Task description ▸
Report each line of the listing below that holds "Mourneview".
─── Input for this task ───
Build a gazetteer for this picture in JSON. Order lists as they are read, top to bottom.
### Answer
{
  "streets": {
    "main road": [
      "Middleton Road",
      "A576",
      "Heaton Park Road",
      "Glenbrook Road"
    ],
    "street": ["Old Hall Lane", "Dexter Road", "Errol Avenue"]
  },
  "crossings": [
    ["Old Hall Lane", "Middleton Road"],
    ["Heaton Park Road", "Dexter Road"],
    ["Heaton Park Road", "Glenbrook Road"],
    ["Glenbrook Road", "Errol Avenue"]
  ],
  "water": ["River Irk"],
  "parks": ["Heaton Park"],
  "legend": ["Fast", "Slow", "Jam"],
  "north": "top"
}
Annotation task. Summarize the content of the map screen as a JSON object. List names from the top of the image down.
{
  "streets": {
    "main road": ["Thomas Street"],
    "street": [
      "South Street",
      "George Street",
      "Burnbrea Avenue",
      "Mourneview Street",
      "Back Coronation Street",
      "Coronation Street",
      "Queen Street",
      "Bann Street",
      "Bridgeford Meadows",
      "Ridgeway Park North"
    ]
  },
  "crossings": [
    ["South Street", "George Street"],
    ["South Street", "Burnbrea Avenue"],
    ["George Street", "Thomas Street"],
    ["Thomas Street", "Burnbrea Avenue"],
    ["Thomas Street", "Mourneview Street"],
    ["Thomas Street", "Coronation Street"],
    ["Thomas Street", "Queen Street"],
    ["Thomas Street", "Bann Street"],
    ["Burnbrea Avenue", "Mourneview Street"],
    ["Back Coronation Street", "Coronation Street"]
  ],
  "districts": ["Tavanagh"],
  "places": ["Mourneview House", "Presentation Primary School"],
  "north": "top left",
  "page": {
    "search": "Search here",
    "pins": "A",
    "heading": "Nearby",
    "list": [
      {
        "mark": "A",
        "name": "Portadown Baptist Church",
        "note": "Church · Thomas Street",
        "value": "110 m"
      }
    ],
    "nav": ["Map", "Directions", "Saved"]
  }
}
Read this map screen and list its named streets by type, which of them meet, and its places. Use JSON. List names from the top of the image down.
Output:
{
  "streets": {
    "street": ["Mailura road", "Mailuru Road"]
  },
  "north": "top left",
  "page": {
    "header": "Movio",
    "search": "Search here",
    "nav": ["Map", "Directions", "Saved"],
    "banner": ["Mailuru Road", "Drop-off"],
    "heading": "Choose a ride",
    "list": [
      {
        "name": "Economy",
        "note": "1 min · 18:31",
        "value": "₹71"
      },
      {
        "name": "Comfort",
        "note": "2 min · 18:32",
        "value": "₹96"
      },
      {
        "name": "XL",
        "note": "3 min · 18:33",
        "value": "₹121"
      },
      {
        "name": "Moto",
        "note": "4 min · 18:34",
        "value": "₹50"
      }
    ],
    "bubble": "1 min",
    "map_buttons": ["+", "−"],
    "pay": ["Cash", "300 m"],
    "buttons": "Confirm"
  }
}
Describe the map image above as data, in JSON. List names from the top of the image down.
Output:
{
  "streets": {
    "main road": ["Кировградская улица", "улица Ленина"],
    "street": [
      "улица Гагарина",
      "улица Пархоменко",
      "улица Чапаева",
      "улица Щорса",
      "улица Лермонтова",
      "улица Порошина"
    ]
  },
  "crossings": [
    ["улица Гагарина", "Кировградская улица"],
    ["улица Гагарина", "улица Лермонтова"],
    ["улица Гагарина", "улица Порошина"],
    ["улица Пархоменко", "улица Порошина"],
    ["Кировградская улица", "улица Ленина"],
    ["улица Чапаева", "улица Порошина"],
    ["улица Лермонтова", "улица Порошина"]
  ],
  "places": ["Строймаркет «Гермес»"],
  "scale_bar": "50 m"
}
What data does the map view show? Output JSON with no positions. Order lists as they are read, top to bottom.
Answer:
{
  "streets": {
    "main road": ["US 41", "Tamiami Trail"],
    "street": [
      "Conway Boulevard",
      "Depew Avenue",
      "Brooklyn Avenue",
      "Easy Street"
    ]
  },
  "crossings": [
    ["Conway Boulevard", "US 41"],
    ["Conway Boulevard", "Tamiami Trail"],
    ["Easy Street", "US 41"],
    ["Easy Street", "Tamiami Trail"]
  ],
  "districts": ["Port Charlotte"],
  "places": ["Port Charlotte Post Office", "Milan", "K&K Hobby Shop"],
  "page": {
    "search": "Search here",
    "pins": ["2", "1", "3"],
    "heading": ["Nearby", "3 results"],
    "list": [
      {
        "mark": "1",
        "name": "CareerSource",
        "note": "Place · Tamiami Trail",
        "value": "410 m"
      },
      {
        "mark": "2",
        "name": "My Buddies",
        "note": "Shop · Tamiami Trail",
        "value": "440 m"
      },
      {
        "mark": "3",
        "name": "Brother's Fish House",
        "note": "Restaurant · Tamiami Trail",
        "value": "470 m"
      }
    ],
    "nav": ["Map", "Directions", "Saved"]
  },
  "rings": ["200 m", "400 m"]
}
───
Exercise answer ▸
      "Mourneview Street",
    ["Thomas Street", "Mourneview Street"],
    ["Burnbrea Avenue", "Mourneview Street"],
  "places": ["Mourneview House", "Presentation Primary School"],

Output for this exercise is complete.